Created attachment 594262 [details] picture taken with mobile phone, quality so-so Description of problem: system freeze and switch back to console. Alt-PrtScr keys not working anymore. Power cycling is the only solution. Version-Release number of selected component (if applicable): Linux tatooine.example.org 3.4.3-1.fc17.x86_64 #1 SMP Mon Jun 18 19:53:17 UTC 2012 x86_64 x86_64 x86_64 GNU/Linux Network connectivity through the WIFI only, no ethernet cable present How reproducible: once every few days, but highly problematic Steps to Reproduce: 1. Have a moderate network activity: open a web site, launch a chat client, do "yum update", ... 2. 3. Actual results: Total freeze Expected results: Normal working Additional info: Googled a bit on the topic; set the BIOS boot order to "network first", created /etc/modprobe.d/ath9k.conf with content # see https://bugs.launchpad.net/ubuntu/+source/linux/+bug/951709 options ath9k nohwcrypt=1 But this does not solve the problem. The wifi appears in LSPCI as 07:00.0 Network controller: Atheros Communications Inc. AR9485 Wireless Network Adapter (rev 01) Subsystem: Lite-On Communications Inc Device 6617 Flags: bus master, fast devsel, latency 0, IRQ 19 Memory at f0100000 (64-bit, non-prefetchable) [size=512K] Expansion ROM at f0500000 [disabled] [size=64K] Capabilities: [40] Power Management version 2 Capabilities: [50] MSI: Enable- Count=1/4 Maskable+ 64bit+ Capabilities: [70] Express Endpoint, MSI 00 Capabilities: [100] Advanced Error Reporting Capabilities: [140] Virtual Channel Capabilities: [160] Device Serial Number 00-00-00-00-00-00-00-00 Kernel driver in use: ath9k A picture of the screen during a hang is added. The interesting process is ath9k_ioread32 (the machine use a x86_64 kernel)

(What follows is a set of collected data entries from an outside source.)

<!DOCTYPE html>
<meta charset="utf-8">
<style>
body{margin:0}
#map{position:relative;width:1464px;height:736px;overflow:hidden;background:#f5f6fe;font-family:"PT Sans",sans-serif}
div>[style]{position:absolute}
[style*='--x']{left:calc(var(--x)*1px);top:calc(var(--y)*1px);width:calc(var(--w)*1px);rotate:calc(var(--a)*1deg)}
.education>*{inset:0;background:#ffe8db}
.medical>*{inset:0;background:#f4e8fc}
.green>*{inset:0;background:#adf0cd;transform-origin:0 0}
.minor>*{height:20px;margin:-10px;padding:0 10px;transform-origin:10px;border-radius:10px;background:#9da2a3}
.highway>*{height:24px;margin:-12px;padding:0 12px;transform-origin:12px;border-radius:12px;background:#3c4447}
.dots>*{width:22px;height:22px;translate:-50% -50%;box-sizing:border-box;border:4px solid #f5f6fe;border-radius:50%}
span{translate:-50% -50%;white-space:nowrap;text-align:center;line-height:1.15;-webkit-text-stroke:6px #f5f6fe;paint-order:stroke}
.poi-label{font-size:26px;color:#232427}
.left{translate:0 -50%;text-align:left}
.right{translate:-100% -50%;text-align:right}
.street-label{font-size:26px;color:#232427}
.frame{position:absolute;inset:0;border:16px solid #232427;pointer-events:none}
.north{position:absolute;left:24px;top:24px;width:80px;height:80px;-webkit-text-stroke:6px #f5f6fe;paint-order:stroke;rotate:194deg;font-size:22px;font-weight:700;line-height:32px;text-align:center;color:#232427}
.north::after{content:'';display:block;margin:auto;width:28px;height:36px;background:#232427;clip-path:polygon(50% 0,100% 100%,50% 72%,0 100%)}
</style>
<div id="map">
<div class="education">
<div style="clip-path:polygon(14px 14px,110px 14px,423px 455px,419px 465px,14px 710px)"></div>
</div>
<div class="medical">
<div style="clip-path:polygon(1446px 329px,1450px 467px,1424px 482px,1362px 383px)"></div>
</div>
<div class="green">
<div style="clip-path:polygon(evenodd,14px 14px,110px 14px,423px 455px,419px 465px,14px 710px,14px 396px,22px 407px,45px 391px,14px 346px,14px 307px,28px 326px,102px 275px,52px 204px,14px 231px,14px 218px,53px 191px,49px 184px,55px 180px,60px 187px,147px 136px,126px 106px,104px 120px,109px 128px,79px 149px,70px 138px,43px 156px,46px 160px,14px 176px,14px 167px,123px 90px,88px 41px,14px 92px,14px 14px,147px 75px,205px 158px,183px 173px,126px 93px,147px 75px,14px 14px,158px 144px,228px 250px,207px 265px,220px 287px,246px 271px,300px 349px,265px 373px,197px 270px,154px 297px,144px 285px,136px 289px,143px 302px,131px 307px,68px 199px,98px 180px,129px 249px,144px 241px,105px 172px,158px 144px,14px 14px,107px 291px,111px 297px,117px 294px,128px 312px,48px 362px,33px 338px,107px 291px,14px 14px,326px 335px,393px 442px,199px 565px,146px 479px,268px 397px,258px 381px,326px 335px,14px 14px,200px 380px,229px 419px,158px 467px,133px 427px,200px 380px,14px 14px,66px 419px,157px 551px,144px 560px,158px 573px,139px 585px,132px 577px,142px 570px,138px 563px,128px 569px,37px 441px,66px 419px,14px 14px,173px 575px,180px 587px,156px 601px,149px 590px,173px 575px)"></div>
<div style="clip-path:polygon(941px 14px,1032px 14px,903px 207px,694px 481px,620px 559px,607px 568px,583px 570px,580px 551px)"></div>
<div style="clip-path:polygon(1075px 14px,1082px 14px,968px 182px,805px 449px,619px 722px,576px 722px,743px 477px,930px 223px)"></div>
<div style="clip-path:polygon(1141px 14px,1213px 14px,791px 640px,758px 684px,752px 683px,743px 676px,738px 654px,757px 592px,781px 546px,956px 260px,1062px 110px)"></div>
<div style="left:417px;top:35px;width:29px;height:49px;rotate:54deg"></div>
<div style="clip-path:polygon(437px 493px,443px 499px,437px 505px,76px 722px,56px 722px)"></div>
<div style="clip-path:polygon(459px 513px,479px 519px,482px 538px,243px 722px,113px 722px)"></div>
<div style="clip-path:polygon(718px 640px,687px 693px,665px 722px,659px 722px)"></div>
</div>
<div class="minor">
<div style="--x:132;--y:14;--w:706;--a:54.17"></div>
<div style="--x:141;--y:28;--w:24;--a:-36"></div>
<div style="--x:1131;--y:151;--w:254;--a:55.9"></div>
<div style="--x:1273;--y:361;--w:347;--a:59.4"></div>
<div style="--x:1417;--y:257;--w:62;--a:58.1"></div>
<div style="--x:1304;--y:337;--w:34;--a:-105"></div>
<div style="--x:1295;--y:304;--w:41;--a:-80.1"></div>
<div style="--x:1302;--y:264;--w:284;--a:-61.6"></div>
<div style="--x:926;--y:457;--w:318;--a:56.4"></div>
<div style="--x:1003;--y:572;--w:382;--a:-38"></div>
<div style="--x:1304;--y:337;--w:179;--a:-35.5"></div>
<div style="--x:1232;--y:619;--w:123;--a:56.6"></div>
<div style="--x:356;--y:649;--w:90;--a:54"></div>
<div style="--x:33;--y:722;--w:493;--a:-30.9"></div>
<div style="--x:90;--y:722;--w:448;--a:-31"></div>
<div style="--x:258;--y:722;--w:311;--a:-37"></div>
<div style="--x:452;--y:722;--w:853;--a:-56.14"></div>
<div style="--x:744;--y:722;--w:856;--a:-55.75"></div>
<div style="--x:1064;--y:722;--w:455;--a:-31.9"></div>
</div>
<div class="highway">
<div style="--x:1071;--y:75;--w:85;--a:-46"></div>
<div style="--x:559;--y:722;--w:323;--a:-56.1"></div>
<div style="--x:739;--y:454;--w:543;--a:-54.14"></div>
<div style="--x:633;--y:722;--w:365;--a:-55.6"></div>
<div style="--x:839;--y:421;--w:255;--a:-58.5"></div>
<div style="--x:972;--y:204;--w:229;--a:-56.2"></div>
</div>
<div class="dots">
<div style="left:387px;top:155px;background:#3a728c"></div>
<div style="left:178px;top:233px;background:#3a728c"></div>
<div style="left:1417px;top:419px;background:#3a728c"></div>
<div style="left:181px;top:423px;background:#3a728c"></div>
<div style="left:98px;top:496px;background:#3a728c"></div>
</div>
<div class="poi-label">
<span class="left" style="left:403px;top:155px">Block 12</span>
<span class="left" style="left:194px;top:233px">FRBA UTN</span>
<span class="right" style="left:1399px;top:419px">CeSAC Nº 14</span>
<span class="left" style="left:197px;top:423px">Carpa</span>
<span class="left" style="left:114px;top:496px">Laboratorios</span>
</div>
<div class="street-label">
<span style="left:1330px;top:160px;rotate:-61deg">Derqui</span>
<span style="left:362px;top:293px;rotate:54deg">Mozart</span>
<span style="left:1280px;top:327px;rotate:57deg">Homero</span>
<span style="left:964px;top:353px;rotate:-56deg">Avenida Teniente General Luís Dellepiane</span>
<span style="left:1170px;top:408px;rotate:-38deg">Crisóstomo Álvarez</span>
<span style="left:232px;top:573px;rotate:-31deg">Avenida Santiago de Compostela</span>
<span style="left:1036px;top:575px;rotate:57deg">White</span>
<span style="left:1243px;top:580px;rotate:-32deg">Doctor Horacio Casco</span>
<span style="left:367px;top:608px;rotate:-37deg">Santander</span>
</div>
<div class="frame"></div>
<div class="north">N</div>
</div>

Created attachment 594598 [details] another picutre
Created attachment 594599 [details] same occurence
The message I've seen today is: kernel bug at drivers/net/wireless/ath/ath9k/recv.c: 671 invalid opcode: 000 [#1] SMP
Created attachment 594865 [details] page fault in ath_rx_tasklet
The hang of the day: the system worked flawlessly for around two hours, then I got a page fault. The kernel trace can be seen in attachment https://bugzilla.redhat.com/attachment.cgi?id=594865 Interesting point: ath_rx_tasklet +0x165/0x1b00 followed by page_fault
A new though: I'm using the laptop in a residential area in France. Doing "iwlist scan" reveals there are between 45 and 65 cells. Most of them comes from "boxes", i.e. Internet access point through telephone cable or optical fibers; yet the link with the user computer/laptop/smartphone is through Wifi. TV channels are also availables through those boxes; you can imagine the bandwith. Is there some issue with the number of beacons or link quality which is not handled properly ?
patch for fix this: http://article.gmane.org/gmane.linux.kernel.wireless.general/93723/match=commit+3a2923e83c
Pascal, none of the picture you are posting are useful. Please pan out enough to actually see the entire screen. Alex, on what basis do you believe that fix to apply to this problem?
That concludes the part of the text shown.